DESCRIPTION OF THE TASK
Pull out every line below containing the word "roads".

(Saved data entries)
^^^^^^^^

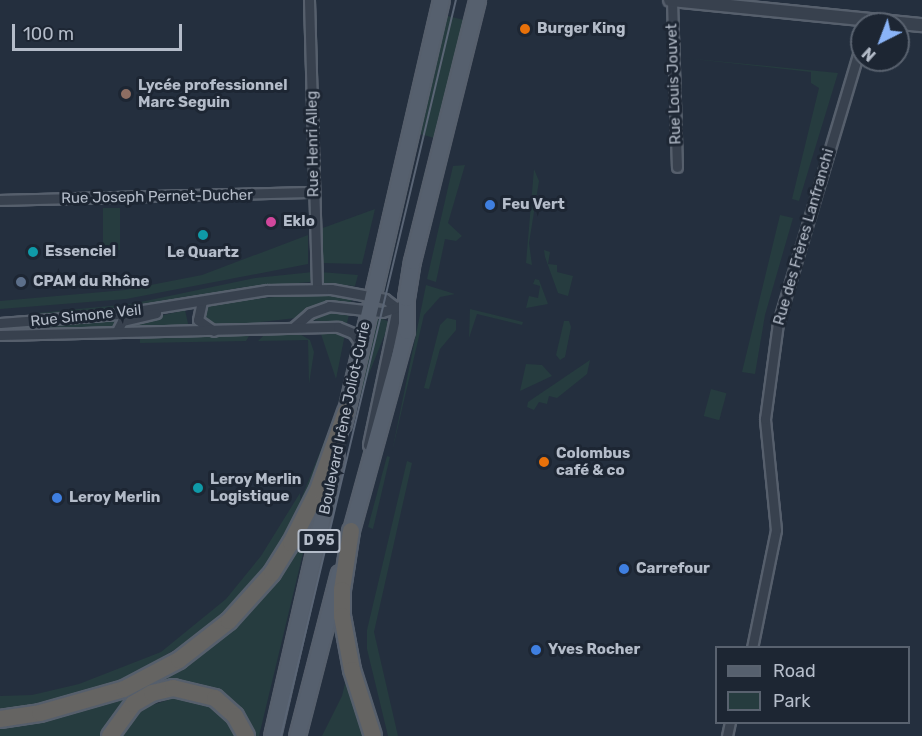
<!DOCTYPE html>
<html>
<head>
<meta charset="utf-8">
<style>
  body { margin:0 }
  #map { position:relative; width:922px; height:736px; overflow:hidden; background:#242f3e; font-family:Rubik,sans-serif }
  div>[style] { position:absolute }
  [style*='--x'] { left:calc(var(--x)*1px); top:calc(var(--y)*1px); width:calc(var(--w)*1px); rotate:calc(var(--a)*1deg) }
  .green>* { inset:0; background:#263c3f; transform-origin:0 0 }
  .roads { filter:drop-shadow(2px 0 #565f6c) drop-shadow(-2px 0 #565f6c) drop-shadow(0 2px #565f6c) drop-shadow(0 -2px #565f6c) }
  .minor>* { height:9px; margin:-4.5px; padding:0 4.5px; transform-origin:4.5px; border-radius:4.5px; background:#38414e }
  .tertiary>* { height:12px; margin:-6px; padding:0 6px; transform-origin:6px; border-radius:6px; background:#38414e }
  .primary>* { height:15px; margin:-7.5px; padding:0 7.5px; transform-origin:7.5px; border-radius:7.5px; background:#56606e }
  .trunk>* { height:16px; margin:-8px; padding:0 8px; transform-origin:8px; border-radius:8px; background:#656462 }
  .tram>* { height:1.5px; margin:-0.75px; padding:0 0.75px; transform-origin:0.75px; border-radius:0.75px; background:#5a6575 }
  .dots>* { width:16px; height:16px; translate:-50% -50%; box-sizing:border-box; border:3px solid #1d2633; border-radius:50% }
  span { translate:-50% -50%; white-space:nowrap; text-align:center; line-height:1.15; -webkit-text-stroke:6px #1d2633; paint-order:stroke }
  .shield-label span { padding:2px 4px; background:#1d2633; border:2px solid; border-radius:4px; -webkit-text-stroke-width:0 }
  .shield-label { font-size:14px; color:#b4bcc9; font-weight:700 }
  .poi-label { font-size:15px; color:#b4bcc9; font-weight:700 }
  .left { translate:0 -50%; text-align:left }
  .street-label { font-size:15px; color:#b4bcc9 }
  .legend { position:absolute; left:715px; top:646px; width:195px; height:78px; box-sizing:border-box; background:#1d2633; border:2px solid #59626f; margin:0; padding:8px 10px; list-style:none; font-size:18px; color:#b4bcc9 }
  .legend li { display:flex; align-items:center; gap:12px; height:30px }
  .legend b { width:30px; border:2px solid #59626f }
  .north { position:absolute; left:850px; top:12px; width:60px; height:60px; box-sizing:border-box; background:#1d2633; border:2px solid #59626f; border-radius:50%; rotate:222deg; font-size:16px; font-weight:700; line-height:24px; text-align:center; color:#b4bcc9 }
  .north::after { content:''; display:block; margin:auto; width:21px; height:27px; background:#8ab4f8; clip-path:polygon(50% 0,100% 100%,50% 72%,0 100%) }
  .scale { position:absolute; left:12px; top:24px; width:170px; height:27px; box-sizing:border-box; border:3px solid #b4bcc9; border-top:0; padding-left:8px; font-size:18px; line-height:21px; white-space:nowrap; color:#b4bcc9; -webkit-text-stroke:4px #1d2633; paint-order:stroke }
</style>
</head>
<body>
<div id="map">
  <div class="green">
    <div style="clip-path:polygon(444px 15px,464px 20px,434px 138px,417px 133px)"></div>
    <div style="clip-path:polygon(684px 58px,838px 73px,799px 201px,792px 199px,819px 88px,811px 83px,811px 72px)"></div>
    <div style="clip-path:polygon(465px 165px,448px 223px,462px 236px,456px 241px,445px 239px,436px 282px,427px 279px,453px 166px)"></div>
    <div style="clip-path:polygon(534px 169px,539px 181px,529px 243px,532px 265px,526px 263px)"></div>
    <div style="left:103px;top:208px;width:17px;height:42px"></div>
    <div style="clip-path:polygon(375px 209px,362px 264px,321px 263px,320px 229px)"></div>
    <div style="clip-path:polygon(780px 215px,793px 218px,765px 315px,755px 374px,742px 372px)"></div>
    <div style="clip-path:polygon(308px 235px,308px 264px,126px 299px,0 309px,0 301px,125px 290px,202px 275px)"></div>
    <div style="clip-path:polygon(544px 250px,550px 252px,548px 264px,557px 265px,557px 272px,573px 276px,568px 296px,558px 293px,545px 257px)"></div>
    <div style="clip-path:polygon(313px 272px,310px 282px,239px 288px,127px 310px,37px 318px,37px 313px,131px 304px,255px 278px)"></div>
    <div style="clip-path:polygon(320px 272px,358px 275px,355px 286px,322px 283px)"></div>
    <div style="clip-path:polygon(535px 279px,539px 280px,548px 304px,526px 308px,529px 296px,538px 298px,540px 286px,533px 284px)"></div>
    <div style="clip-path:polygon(426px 285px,455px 294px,440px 297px,424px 315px,392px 452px)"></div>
    <div style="clip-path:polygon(301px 294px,353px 297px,351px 302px,328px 302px,296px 318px,261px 322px,255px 327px,214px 325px,202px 318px,205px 306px,211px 304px)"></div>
    <div style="clip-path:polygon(470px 309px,523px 322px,522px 325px,477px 314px,469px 338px)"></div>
    <div style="clip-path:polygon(185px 310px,189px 328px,135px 328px,134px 322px)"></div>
    <div style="clip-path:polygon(328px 310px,350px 311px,347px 323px,310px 320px)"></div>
    <div style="clip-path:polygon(127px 316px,116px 320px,113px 328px,39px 331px,38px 324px)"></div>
    <div style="left:375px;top:316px;width:16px;height:431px;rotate:22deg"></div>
    <div style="clip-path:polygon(447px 318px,456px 320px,456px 330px,440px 349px,429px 389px,424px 388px,440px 325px)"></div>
    <div style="clip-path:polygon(564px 321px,569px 321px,571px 327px,565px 357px,560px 360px,556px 355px)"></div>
    <div style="clip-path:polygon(336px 332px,345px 334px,336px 379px,321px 334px)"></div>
    <div style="clip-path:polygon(298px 333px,310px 340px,314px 352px,309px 384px,308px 340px,258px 341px,265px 334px)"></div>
    <div style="clip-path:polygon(140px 334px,248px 334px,249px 336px,246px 341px,140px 343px)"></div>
    <div style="clip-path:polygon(590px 360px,587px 374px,557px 398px,549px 396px,547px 404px,539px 402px,534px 410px,527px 407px,528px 402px)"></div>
    <div style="clip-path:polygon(526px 364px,542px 365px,552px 376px,520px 391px)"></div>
    <div style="left:711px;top:389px;width:16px;height:28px;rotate:15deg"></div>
    <div style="clip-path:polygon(387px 456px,390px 457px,373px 529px,368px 527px)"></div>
    <div style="clip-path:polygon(407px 461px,412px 463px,374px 632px,398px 736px,388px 736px,367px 649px,367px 630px)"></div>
    <div style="clip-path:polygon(300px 493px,301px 508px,265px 567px,236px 602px,195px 638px,122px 680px,47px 702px,0 710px,0 696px,32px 695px,79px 684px,161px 652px,226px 599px,261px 556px)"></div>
    <div style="clip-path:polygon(311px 520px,259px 736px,253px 736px,241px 713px,218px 692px,201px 684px,182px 681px,163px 683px,127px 700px,104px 736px,0 736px,0 724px,181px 665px)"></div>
    <div style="clip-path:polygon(348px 671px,368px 736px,322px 736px,342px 696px)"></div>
    <div style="clip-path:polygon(177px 697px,212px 707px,223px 716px,236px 736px,119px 736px,140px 709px)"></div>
  </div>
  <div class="roads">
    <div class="minor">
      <div style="--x:309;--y:0;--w:288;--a:88.4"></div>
      <div style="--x:672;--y:0;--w:167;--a:88.3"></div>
      <div style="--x:0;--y:200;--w:314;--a:-1.5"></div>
      <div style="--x:202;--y:301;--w:19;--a:102"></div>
      <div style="--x:198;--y:320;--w:19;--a:35"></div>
      <div style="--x:0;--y:323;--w:118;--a:-4.4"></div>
      <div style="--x:118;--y:314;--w:151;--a:-9.2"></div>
      <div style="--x:267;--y:290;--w:64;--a:-0.9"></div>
      <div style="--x:331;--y:289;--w:55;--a:10.5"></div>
      <div style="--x:385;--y:299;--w:15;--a:37"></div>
      <div style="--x:397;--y:308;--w:140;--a:102"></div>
      <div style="--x:294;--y:327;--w:21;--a:-41"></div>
      <div style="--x:310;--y:313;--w:20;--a:-20"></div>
      <div style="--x:329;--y:306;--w:53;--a:6.5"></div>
      <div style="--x:382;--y:312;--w:19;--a:-18"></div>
      <div style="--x:117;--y:331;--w:11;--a:-63"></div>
      <div style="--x:122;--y:321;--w:35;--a:-13"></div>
      <div style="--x:0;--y:335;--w:338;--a:-1.4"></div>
      <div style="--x:338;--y:327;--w:16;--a:22"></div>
      <div style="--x:353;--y:333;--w:14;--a:56"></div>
      <div style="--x:752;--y:648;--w:120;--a:-78.5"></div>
      <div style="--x:776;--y:530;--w:112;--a:-95.7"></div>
      <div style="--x:765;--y:419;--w:97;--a:-82.3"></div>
      <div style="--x:778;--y:323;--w:293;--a:-73.4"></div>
      <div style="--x:727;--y:736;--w:14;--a:-78"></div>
    </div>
    <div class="tertiary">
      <div style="--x:670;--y:0;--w:253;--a:5.7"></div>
    </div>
    <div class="primary">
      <div style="--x:343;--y:424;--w:435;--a:-77"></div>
      <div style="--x:348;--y:541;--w:218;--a:-74.6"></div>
      <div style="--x:406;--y:331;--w:33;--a:-90"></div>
      <div style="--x:406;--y:298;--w:37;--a:-81"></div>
      <div style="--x:412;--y:261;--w:269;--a:-76"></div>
      <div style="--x:272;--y:736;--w:287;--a:-77.1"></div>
      <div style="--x:297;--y:736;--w:168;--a:-75.6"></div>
    </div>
    <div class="trunk">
      <div style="--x:351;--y:531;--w:60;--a:98.7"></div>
      <div style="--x:342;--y:590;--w:26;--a:90"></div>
      <div style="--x:342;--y:616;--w:55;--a:79.5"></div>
      <div style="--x:352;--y:670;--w:69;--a:72.3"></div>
      <div style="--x:0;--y:719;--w:40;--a:-8.5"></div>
      <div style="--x:40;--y:713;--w:87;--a:-15.9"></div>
      <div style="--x:124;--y:689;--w:62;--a:-27.8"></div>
      <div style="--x:179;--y:660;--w:63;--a:-38"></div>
      <div style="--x:229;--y:621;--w:64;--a:-48.1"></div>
      <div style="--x:272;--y:573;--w:36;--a:-58"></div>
      <div style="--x:291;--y:543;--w:59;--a:-63"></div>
      <div style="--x:318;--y:490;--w:83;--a:-70.3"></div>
      <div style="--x:110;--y:736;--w:39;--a:-54"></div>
      <div style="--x:133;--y:704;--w:22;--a:-30"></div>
      <div style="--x:152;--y:693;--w:22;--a:-13"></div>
      <div style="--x:173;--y:688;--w:43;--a:13.4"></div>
      <div style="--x:215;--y:698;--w:27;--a:42"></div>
      <div style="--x:235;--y:716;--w:23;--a:61"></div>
    </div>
  </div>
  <div class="tram">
    <div style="--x:281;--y:736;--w:757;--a:-76.63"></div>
  </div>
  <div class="dots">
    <div style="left:525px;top:29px;background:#e8710a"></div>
    <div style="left:126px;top:94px;background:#8d6e63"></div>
    <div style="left:490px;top:205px;background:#3f7fe0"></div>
    <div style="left:271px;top:222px;background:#d1479c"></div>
    <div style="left:203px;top:235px;background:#0f9aa8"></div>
    <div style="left:33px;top:252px;background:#0f9aa8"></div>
    <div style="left:21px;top:282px;background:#5c6f8a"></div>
    <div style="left:544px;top:462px;background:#e8710a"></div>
    <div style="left:198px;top:488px;background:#0f9aa8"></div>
    <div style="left:57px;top:498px;background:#3f7fe0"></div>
    <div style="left:624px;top:569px;background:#3f7fe0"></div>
    <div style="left:536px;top:650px;background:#3f7fe0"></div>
  </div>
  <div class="shield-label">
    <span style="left:319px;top:541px">D 95</span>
  </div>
  <div class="poi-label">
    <span class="left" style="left:537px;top:29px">Burger King</span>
    <span class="left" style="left:138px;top:94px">Lycée professionnel<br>Marc Seguin</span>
    <span class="left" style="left:502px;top:205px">Feu Vert</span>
    <span class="left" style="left:283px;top:222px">Eklo</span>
    <span class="left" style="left:45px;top:252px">Essenciel</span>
    <span style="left:203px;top:253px">Le Quartz</span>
    <span class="left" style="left:33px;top:282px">CPAM du Rhône</span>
    <span class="left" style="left:556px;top:462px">Colombus<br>café &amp; co</span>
    <span class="left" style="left:210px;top:488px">Leroy Merlin<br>Logistique</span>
    <span class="left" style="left:69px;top:498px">Leroy Merlin</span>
    <span class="left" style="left:636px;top:569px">Carrefour</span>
    <span class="left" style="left:548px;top:650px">Yves Rocher</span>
  </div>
  <div class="street-label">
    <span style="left:674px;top:84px;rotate:-92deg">Rue Louis Jouvet</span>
    <span style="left:313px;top:144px;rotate:-91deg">Rue Henri Alleg</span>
    <span style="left:157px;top:197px;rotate:-1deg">Rue Joseph Pernet-Ducher</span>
    <span style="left:804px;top:237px;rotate:-74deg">Rue des Frères Lanfranchi</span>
    <span style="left:86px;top:316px;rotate:-6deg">Rue Simone Veil</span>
    <span style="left:345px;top:418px;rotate:-78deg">Boulevard Irène Joliot-Curie</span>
  </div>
  <ul class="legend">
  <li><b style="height:8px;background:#56606e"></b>Road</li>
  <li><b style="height:16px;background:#263c3f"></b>Park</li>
  </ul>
  <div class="north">N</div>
  <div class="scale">100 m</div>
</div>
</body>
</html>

^^^^^^^^

EXERCISE RESPONSE
  .roads { filter:drop-shadow(2px 0 #565f6c) drop-shadow(-2px 0 #565f6c) drop-shadow(0 2px #565f6c) drop-shadow(0 -2px #565f6c) }
  <div class="roads">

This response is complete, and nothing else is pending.